The newly revived Western Empire nevertheless often clashed with the pope in Rome. Under Spanish influence, the emperor had adopted a version of the Nicene Creed with an addition to the clause about the Holy Spirit. The original (from 381) says that the Spirit “proceeds from the Father.” In Spain, at the conversion of the Visigoth King Recared in the sixth century, apparently as an additional, anti-Arian affirmation of some sort, the word filioque, meaning “and the Son,” was added. Though the popes did not disagree with the underlying theology, to exercise their political independence they refused to adopt formally this version of the creed.
It wasn’t until the eleventh century, at the eve of the Great Schism, that Rome finally accepted the creed with the word filioque. While the actual complaints cited in the papal bull that caused the schism were liturgical practices—Eastern Christians use leaven in the Eucharist while Western ones did not—nevertheless Nicaea’s legacy remains the major theological point of dispute between Western Christians and the Eastern Orthodox Church to this day. The very creed that technically unites all Christians today also stands as the greatest source of division between them.

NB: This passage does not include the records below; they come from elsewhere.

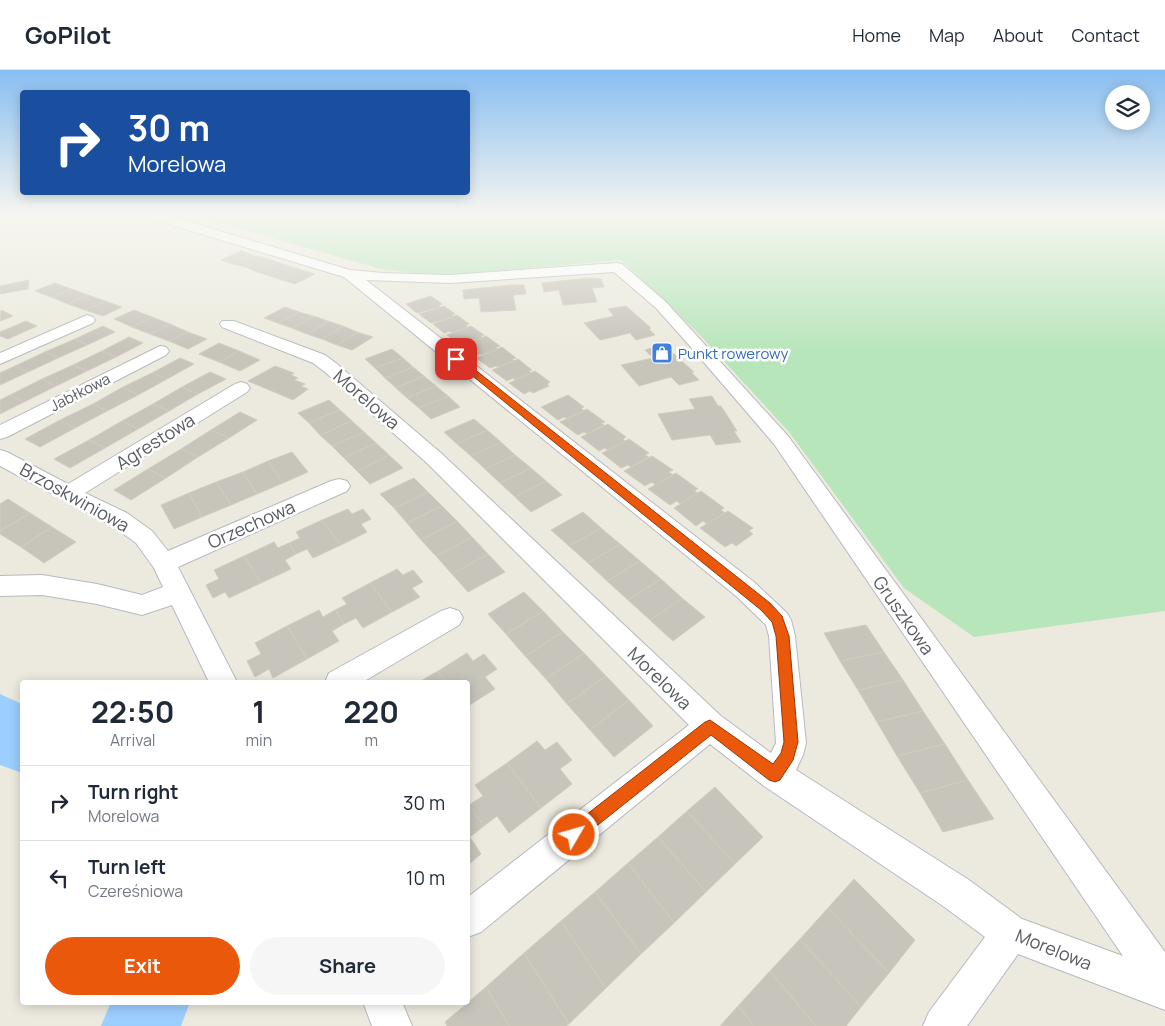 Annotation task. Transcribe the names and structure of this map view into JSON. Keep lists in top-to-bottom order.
{
  "streets": {
    "street": [
      "Jabłkowa",
      "Morelowa",
      "Agrestowa",
      "Brzoskwiniowa",
      "Orzechowa",
      "Gruszkowa"
    ]
  },
  "crossings": [
    ["Morelowa", "Gruszkowa"],
    ["Agrestowa", "Brzoskwiniowa"],
    ["Brzoskwiniowa", "Orzechowa"]
  ],
  "places": {
    "shop": ["Punkt rowerowy"]
  },
  "page": {
    "header": "GoPilot",
    "nav": [
      "Home",
      "Map",
      "About",
      "Contact"
    ],
    "turn": ["30 m", "Morelowa"],
    "eta": [
      "22:50",
      "Arrival",
      "1",
      "min",
      "220",
      "m"
    ],
    "list": [
      {
        "name": "Turn right",
        "note": "Morelowa",
        "value": "30 m"
      },
      {
        "name": "Turn left",
        "note": "Czereśniowa",
        "value": "10 m"
      }
    ],
    "buttons": ["Exit", "Share"]
  }
} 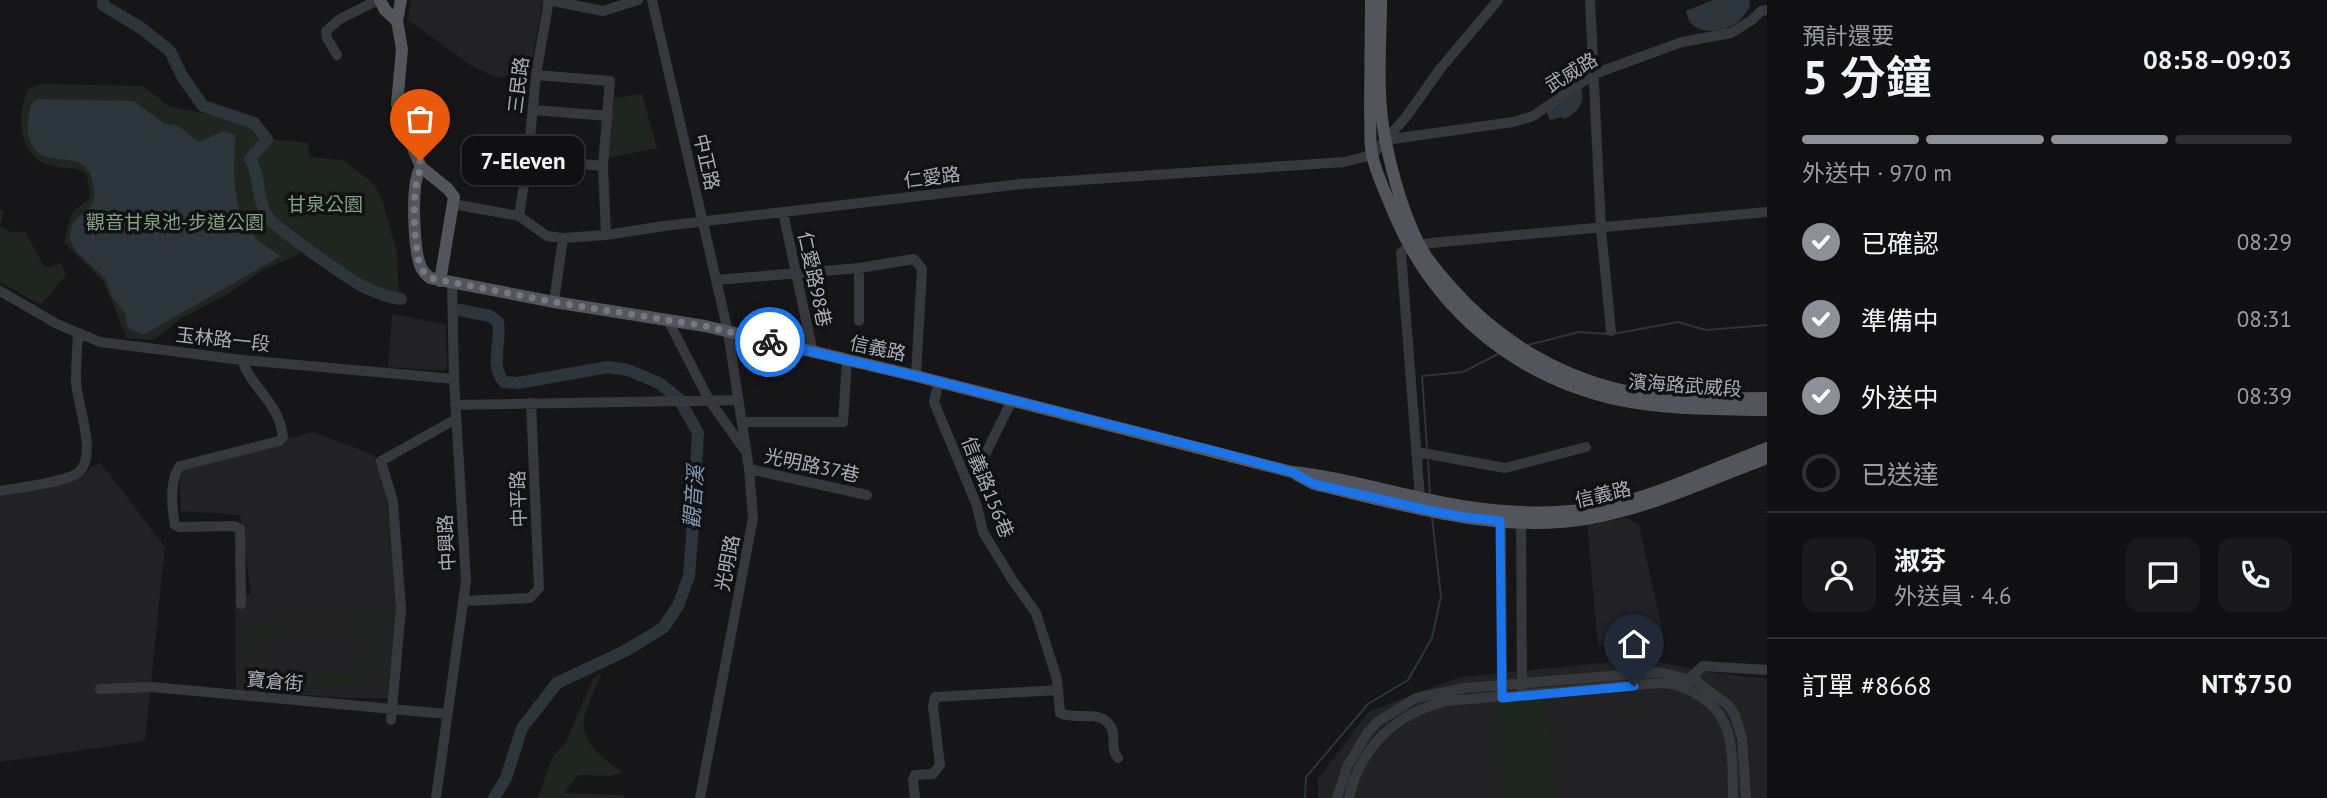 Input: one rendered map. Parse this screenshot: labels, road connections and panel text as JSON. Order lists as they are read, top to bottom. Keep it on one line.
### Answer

As we mark the 1,700th anniversary of Nicaea this year, a celebration at which both Pope Francis and Ecumenical Patriarch Bartholomew had planned to attend before the former’s death on Easter Monday this year, we should consider the long and complicated legacy of this First Ecumenical Council. Nicaea pronounced and protected the tradition of faith passed down by the Apostles, but it also sparked a recurring entanglement of church and state that hurt Christian witness, valorized theological error, and led to the martyrdom of many saints—a cautionary tale for those in our own day who believe the state should play a greater role in enforcing orthodoxy. The divided churches will never be restored to the communion of the one Catholic and Orthodox Church apart from the hard—and free—work of loving discourse, by which, as Christ himself prayed, “as You, Father, are in Me, and I in You; that they also may be one in Us, that the world may believe that You sent Me” (John 17:21).